Return every line of the entries that includes the word "image".

▶ INPUT MATERIAL:
★ ★ ★ ★ ★ ★ ★

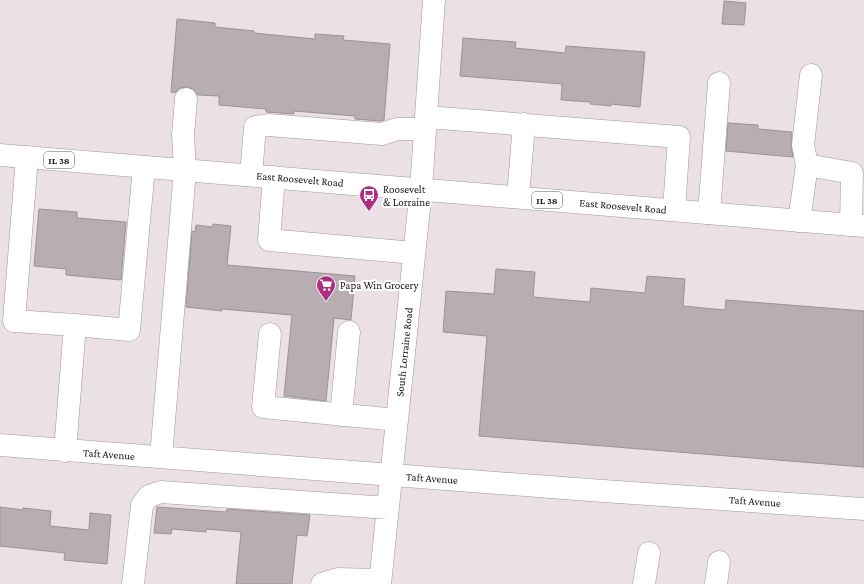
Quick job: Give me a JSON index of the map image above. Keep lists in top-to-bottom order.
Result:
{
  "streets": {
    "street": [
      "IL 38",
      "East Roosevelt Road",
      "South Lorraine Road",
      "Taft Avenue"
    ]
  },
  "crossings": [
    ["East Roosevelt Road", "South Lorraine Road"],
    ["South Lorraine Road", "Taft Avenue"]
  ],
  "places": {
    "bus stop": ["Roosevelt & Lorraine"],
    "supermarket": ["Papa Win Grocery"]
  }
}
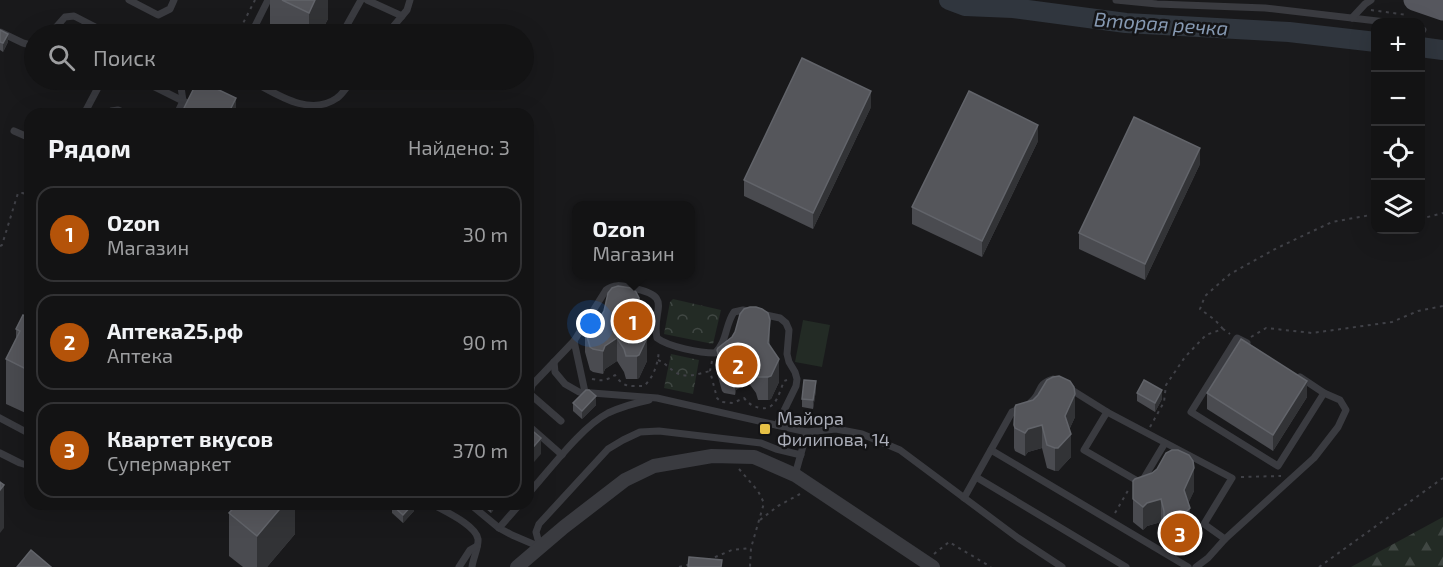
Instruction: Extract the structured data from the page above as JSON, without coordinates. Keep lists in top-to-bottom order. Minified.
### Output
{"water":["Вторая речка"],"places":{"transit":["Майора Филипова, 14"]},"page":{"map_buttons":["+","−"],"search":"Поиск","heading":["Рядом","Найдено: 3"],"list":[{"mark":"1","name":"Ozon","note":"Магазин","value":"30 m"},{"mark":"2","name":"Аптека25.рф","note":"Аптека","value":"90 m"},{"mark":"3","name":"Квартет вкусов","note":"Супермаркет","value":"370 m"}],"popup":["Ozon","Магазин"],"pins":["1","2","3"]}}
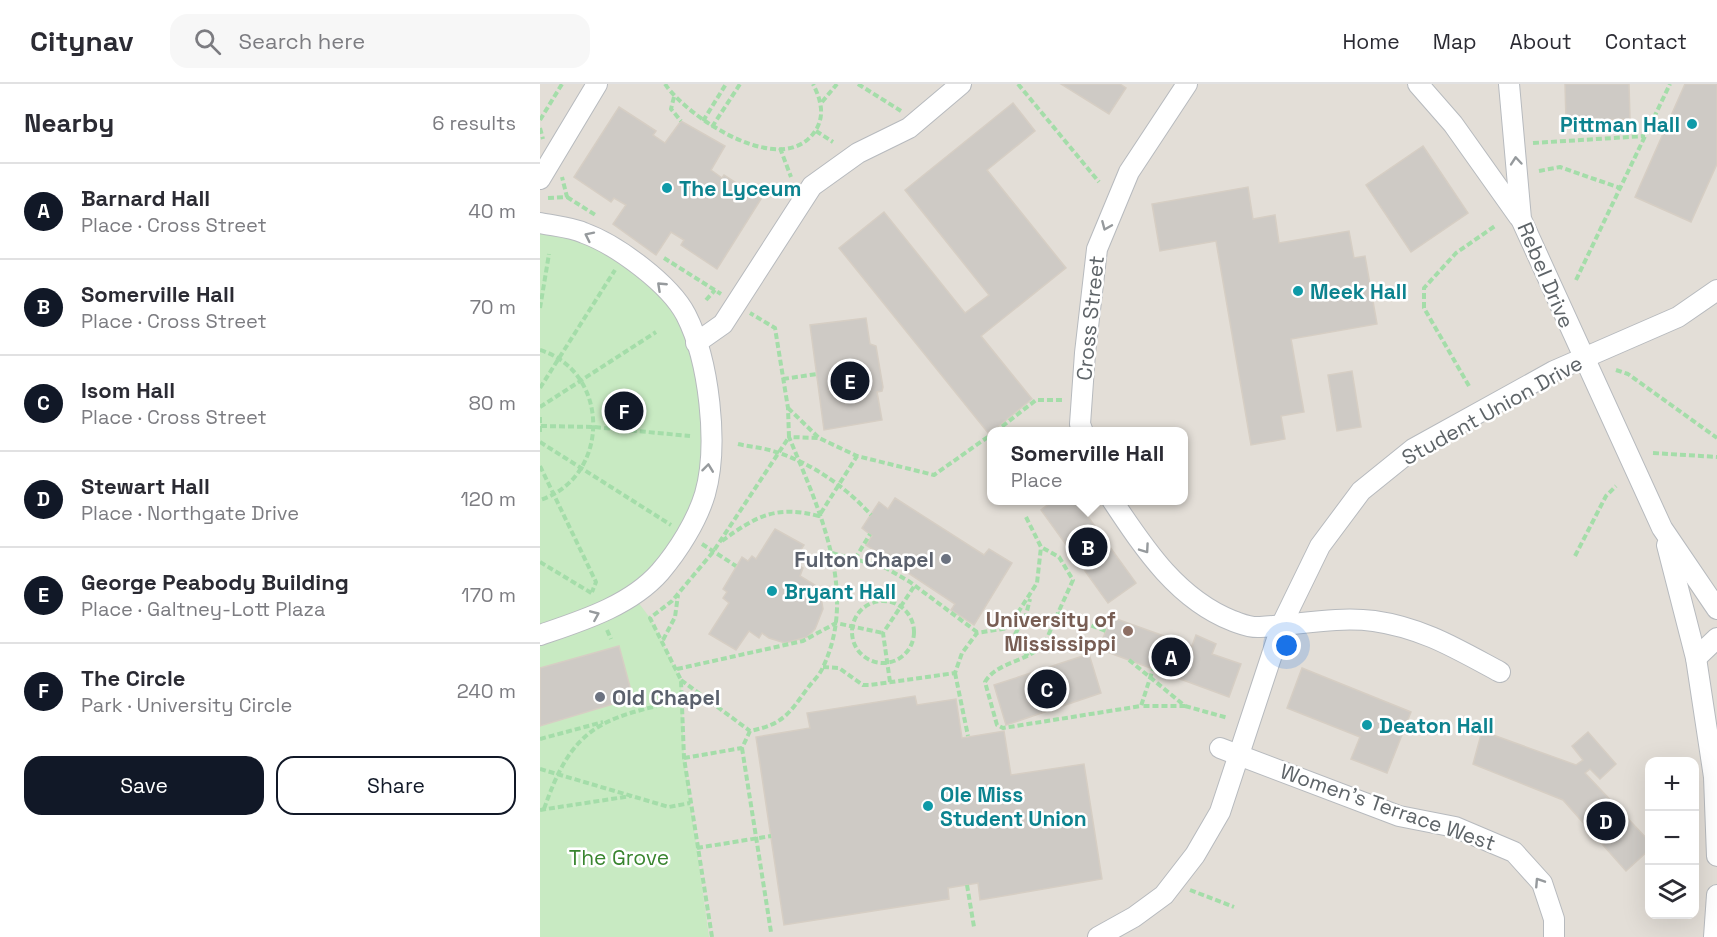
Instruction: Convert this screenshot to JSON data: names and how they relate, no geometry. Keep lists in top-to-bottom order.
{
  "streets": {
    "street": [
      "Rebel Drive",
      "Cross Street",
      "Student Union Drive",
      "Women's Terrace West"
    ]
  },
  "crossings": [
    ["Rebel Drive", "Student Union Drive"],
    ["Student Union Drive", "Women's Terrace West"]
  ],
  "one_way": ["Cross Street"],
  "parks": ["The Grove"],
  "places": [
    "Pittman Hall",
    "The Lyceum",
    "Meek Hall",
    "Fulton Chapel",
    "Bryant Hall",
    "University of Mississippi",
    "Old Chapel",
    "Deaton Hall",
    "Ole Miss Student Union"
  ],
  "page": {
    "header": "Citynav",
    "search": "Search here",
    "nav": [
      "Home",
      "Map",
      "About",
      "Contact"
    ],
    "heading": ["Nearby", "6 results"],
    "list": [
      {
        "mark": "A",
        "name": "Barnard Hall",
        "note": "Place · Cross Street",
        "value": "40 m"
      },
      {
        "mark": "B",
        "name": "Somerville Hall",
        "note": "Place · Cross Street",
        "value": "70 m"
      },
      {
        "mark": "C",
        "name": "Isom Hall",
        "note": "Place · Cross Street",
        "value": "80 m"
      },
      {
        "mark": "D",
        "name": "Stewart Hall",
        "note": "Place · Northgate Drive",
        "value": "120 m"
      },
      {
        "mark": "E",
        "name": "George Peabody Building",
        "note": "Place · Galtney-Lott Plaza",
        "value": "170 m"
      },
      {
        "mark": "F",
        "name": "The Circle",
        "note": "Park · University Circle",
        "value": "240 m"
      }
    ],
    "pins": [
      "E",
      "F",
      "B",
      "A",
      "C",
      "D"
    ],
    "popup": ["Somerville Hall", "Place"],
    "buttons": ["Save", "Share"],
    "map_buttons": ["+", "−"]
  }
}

★ ★ ★ ★ ★ ★ ★

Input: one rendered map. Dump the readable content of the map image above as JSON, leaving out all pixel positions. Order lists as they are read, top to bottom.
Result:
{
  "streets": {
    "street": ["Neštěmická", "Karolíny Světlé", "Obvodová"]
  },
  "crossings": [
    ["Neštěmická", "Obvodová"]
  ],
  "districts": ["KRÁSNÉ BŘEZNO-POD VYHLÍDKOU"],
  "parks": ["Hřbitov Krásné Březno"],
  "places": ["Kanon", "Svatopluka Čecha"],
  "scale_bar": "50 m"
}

★ ★ ★ ★ ★ ★ ★

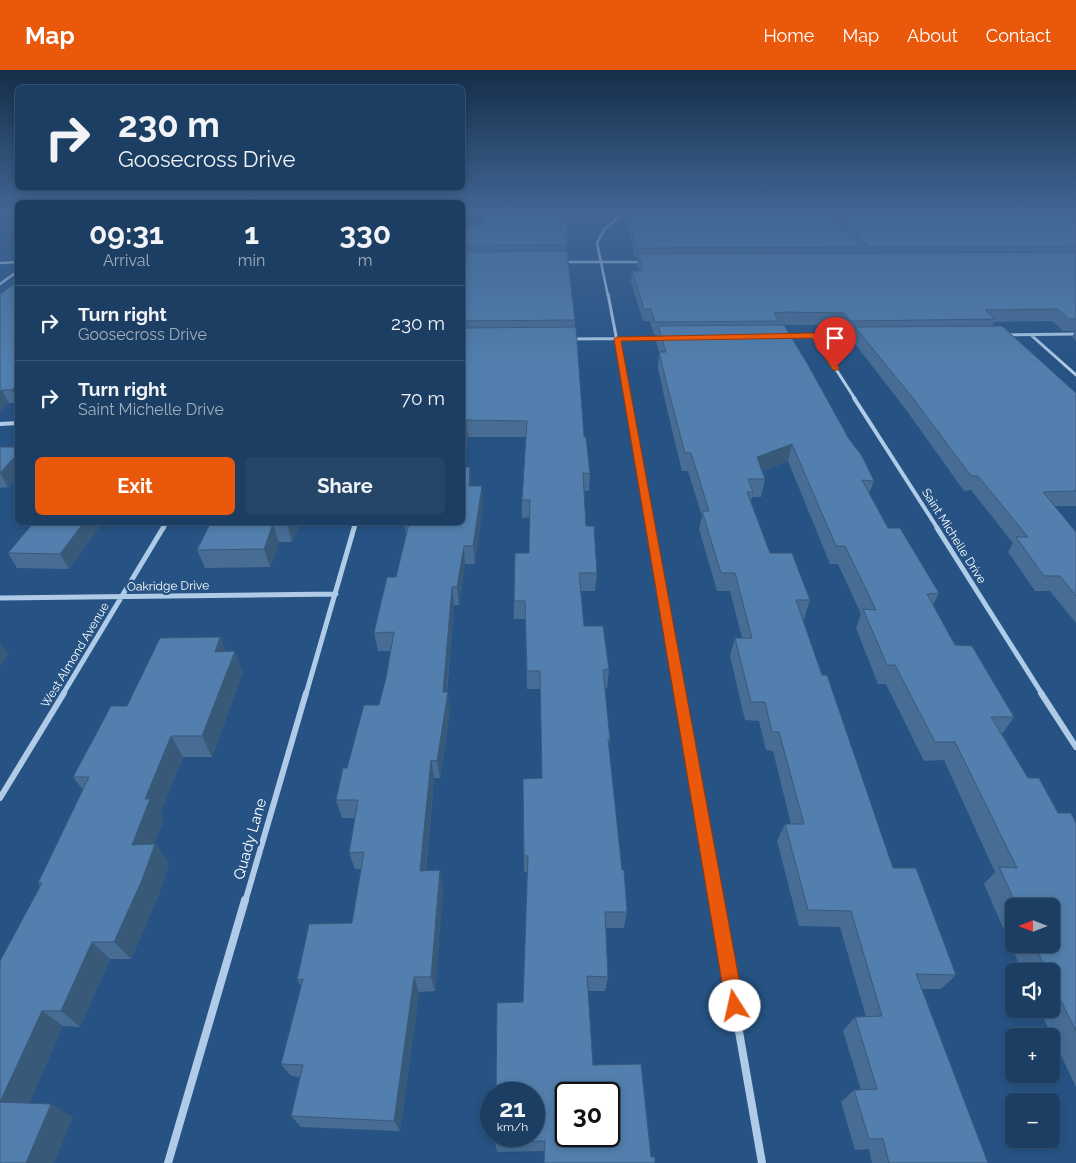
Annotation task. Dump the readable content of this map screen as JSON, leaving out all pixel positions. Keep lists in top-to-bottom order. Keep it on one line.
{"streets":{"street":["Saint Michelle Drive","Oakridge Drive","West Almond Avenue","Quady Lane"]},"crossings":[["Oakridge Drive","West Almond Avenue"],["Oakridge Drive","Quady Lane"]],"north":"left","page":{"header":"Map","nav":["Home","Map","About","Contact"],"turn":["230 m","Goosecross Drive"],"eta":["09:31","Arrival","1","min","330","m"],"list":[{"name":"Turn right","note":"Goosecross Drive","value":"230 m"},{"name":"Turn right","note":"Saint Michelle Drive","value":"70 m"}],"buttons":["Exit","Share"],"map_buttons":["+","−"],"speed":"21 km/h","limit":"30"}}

★ ★ ★ ★ ★ ★ ★

▶ WRITTEN RESPONSE:
Quick job: Give me a JSON index of the map image above. Keep lists in top-to-bottom order.
Input: one rendered map. Dump the readable content of the map image above as JSON, leaving out all pixel positions. Order lists as they are read, top to bottom.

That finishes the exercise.